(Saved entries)

_ _ _ _ _

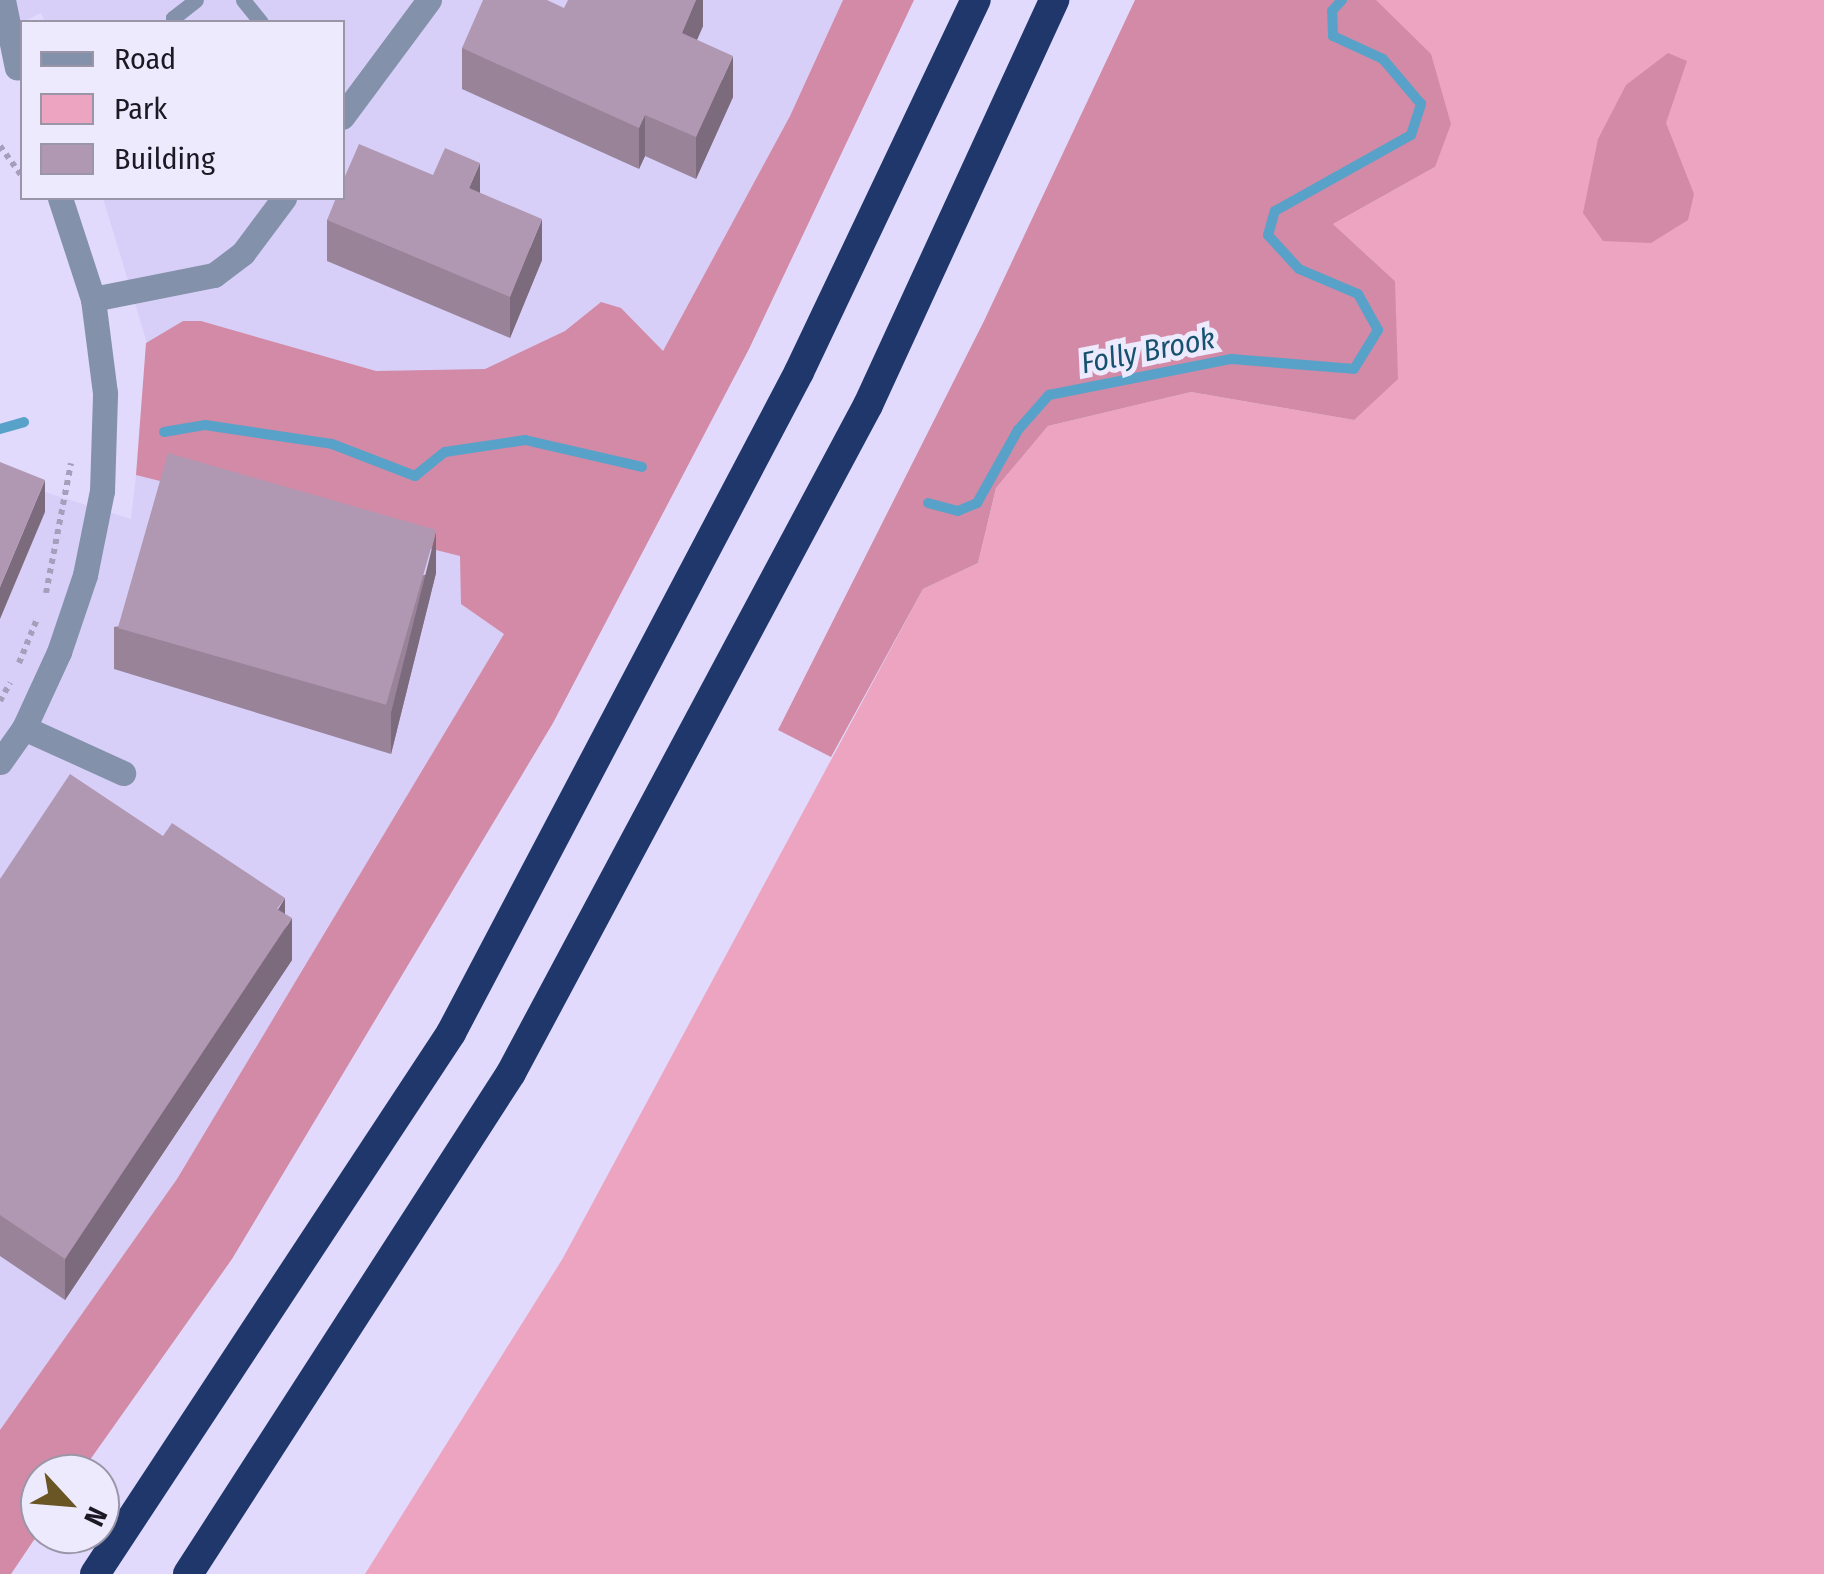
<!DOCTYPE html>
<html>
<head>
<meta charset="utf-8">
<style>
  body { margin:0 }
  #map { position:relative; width:1824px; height:1574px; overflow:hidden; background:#e1dafc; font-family:"Fira Sans Condensed",sans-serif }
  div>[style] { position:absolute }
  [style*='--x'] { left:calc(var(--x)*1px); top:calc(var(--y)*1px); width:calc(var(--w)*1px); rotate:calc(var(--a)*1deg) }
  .built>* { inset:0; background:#d7cff8 }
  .green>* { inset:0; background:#eda4c0 }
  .forest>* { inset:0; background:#d28aa6 }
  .stream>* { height:10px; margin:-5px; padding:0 5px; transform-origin:5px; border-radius:5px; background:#58a2ca }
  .path>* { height:6px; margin-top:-3px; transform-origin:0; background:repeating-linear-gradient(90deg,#a59fbb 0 5px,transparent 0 10px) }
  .lane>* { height:15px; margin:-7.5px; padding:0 7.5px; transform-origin:7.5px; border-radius:7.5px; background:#8391ab }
  .street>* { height:25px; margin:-12.5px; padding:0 12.5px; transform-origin:12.5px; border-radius:12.5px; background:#8391ab }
  .highway>* { height:30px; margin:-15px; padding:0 15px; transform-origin:15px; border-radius:15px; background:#20376b }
  .wall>* { inset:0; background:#988399 }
  .shaded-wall>* { inset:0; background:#7c6a7d }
  .building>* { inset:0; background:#b198b2; transform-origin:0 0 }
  span { translate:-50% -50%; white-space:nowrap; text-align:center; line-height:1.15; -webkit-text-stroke:10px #eeeafe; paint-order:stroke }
  .water-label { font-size:30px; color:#16516d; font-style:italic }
  .legend { position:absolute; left:20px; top:20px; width:325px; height:180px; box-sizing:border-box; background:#eeeafe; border:2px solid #9a96a7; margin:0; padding:12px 18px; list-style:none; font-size:30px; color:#1c1925 }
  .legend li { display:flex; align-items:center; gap:20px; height:50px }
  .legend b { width:50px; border:2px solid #9a96a7 }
  .north { position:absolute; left:20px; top:1454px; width:100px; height:100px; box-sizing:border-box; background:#eeeafe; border:2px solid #9a96a7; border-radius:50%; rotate:116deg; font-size:28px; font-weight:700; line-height:40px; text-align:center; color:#1c1925 }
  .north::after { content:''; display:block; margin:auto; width:35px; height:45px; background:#6a5524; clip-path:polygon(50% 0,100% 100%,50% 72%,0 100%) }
</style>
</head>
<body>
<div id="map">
  <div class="built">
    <i style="clip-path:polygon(0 0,843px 0,790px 116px,562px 538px,177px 1179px,0 1430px,0 478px,131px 519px,150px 353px,103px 198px,342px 198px,342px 22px,45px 22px,41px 13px,0 33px)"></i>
  </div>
  <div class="green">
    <i style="clip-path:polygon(1376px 0,1824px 0,1824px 1574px,365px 1574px,563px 1258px,923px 589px,978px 563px,996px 488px,1048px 426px,1191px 392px,1354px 420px,1395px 281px,1333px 224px,1435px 167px)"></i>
  </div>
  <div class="forest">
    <i style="clip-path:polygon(843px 0,914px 0,749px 349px,553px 723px,232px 1259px,80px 1474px,40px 1474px,40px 1531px,11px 1574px,0 1574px,0 1430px,177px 1179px,504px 634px,461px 604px,460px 556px,136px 475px,146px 343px,183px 321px,201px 321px,376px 371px,485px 369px,565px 331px,601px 302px,621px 308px,663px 351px,790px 116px)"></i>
    <i style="clip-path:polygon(1135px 0,1376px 0,1431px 54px,1451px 124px,1435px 167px,1333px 224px,1395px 281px,1398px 379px,1354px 420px,1191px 392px,1048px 426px,996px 488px,978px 563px,923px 589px,831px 757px,778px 730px,984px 321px)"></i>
    <i style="clip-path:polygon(1668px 53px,1687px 61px,1666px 123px,1694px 194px,1688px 220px,1651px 243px,1603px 241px,1583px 213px,1598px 139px,1626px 85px)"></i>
  </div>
  <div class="stream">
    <i style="--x:0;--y:429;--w:25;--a:-16"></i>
    <i style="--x:164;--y:432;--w:42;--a:-9.7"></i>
    <i style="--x:205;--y:425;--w:128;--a:8.5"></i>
    <i style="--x:332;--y:444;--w:89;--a:21.1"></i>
    <i style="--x:415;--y:476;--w:38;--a:-39"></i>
    <i style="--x:445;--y:452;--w:81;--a:-8.5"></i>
    <i style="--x:525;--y:440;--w:120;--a:13"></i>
    <i style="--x:928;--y:503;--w:31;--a:15"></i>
    <i style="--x:958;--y:511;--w:21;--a:-23"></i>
    <i style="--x:977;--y:503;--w:84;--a:-60.7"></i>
    <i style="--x:1018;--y:430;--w:47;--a:-48.5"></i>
    <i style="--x:1049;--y:395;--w:186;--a:-11.2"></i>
    <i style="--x:1231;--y:359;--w:123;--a:4.6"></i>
    <i style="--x:1354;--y:369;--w:46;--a:-58.4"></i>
    <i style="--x:1378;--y:330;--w:41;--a:-119.1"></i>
    <i style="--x:1358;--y:294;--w:64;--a:-157"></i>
    <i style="--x:1299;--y:269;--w:46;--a:-132.4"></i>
    <i style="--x:1268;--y:235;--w:25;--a:-74"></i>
    <i style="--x:1275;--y:211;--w:156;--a:-29.2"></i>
    <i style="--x:1411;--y:135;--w:33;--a:-72"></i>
    <i style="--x:1421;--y:104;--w:59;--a:-130.2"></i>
    <i style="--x:1383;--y:59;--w:55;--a:-155.3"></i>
    <i style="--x:1333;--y:36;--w:25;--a:-92"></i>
    <i style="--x:1332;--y:11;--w:15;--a:-48"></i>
  </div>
  <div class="path">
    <i style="--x:0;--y:146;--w:37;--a:54"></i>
    <i style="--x:46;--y:593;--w:132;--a:-79.1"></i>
    <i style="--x:19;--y:663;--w:48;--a:-67.8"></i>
    <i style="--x:0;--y:701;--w:21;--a:-61"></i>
  </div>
  <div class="lane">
    <i style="--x:243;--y:0;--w:28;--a:51"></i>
    <i style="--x:176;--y:22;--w:5;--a:-127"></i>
    <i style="--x:173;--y:18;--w:29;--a:-38"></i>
  </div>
  <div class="street">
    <i style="--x:3;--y:0;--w:69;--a:78.4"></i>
    <i style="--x:342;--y:117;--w:146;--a:-53.4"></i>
    <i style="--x:93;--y:299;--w:123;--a:-11.2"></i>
    <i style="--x:214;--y:275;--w:36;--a:-37"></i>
    <i style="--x:243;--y:253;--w:69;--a:-53.3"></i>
    <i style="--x:24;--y:728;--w:109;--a:24.4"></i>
    <i style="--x:0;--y:762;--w:42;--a:-54.8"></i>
    <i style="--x:24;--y:728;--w:84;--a:-65.3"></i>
    <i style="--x:59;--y:652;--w:81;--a:-71.3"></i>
    <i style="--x:85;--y:575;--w:86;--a:-78.6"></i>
    <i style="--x:102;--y:491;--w:98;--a:-88.2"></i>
    <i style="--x:105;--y:393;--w:95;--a:-97.3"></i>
    <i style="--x:93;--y:299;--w:106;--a:-108.1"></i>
  </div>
  <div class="highway">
    <i style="--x:95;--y:1574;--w:648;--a:-56.65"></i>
    <i style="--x:451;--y:1033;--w:747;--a:-62.23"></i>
    <i style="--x:799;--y:372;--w:412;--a:-64.6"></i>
    <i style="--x:188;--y:1574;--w:596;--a:-57.19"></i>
    <i style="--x:511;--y:1073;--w:757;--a:-61.88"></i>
    <i style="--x:868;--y:405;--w:446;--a:-65.3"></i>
  </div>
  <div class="wall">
    <i style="clip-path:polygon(703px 0,703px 26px,697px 40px,733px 97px,696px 179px,645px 156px,639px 169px,462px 89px,462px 48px,564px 8px)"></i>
    <i style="clip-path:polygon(433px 175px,480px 193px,542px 260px,510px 338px,327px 261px,327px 220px)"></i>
    <i style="clip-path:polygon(436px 573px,391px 754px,114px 669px,114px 627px)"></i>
    <i style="clip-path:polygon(163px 836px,285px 914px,292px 960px,65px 1300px,0 1256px,0 879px)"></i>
  </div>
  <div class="shaded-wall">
    <i style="clip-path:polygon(696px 0,703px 0,703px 26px,682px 74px,682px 33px)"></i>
    <i style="clip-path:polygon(733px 56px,733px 97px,696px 179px,696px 137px)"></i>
    <i style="clip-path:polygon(645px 115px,645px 156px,639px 169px,639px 128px)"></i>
    <i style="clip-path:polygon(480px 163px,480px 204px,469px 188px)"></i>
    <i style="clip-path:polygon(542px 219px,542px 260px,510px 338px,510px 297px)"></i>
    <i style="clip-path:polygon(45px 480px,45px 512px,0 619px,0 587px)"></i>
    <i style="clip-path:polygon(436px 532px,436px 573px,391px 754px,391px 713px)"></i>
    <i style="clip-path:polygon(285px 898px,285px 929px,292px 918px,292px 960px,65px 1300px,65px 1259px)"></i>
  </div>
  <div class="building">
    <i style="clip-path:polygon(483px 0,547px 0,564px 8px,568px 0,696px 0,682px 33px,733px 56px,696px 137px,645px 115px,639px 128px,462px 48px)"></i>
    <i style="clip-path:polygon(359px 144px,433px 175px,445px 148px,480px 163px,469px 188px,542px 219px,510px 297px,327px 220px,336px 198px,342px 198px,342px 183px)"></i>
    <i style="left:168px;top:453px;width:279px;height:182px;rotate:16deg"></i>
    <i style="clip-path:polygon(0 462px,45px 480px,0 587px)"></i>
    <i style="clip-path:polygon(70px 774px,163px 836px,172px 823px,285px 898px,277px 909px,292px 918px,65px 1259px,0 1215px,0 879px)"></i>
  </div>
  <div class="water-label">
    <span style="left:1148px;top:351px;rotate:-11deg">Folly Brook</span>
  </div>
  <ul class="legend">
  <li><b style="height:12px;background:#8391ab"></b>Road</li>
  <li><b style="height:28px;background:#eda4c0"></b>Park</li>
  <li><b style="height:28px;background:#b198b2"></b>Building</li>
  </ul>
  <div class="north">N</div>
</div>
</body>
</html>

_ _ _ _ _

Only one thing is wanted here, an exact copy of the lines from the first line above through the line containing "display:flex; align-items:center; gap:20px;", minus any picture.

<!DOCTYPE html>
<html>
<head>
<meta charset="utf-8">
<style>
  body { margin:0 }
  #map { position:relative; width:1824px; height:1574px; overflow:hidden; background:#e1dafc; font-family:"Fira Sans Condensed",sans-serif }
  div>[style] { position:absolute }
  [style*='--x'] { left:calc(var(--x)*1px); top:calc(var(--y)*1px); width:calc(var(--w)*1px); rotate:calc(var(--a)*1deg) }
  .built>* { inset:0; background:#d7cff8 }
  .green>* { inset:0; background:#eda4c0 }
  .forest>* { inset:0; background:#d28aa6 }
  .stream>* { height:10px; margin:-5px; padding:0 5px; transform-origin:5px; border-radius:5px; background:#58a2ca }
  .path>* { height:6px; margin-top:-3px; transform-origin:0; background:repeating-linear-gradient(90deg,#a59fbb 0 5px,transparent 0 10px) }
  .lane>* { height:15px; margin:-7.5px; padding:0 7.5px; transform-origin:7.5px; border-radius:7.5px; background:#8391ab }
  .street>* { height:25px; margin:-12.5px; padding:0 12.5px; transform-origin:12.5px; border-radius:12.5px; background:#8391ab }
  .highway>* { height:30px; margin:-15px; padding:0 15px; transform-origin:15px; border-radius:15px; background:#20376b }
  .wall>* { inset:0; background:#988399 }
  .shaded-wall>* { inset:0; background:#7c6a7d }
  .building>* { inset:0; background:#b198b2; transform-origin:0 0 }
  span { translate:-50% -50%; white-space:nowrap; text-align:center; line-height:1.15; -webkit-text-stroke:10px #eeeafe; paint-order:stroke }
  .water-label { font-size:30px; color:#16516d; font-style:italic }
  .legend { position:absolute; left:20px; top:20px; width:325px; height:180px; box-sizing:border-box; background:#eeeafe; border:2px solid #9a96a7; margin:0; padding:12px 18px; list-style:none; font-size:30px; color:#1c1925 }
  .legend li { display:flex; align-items:center; gap:20px; height:50px }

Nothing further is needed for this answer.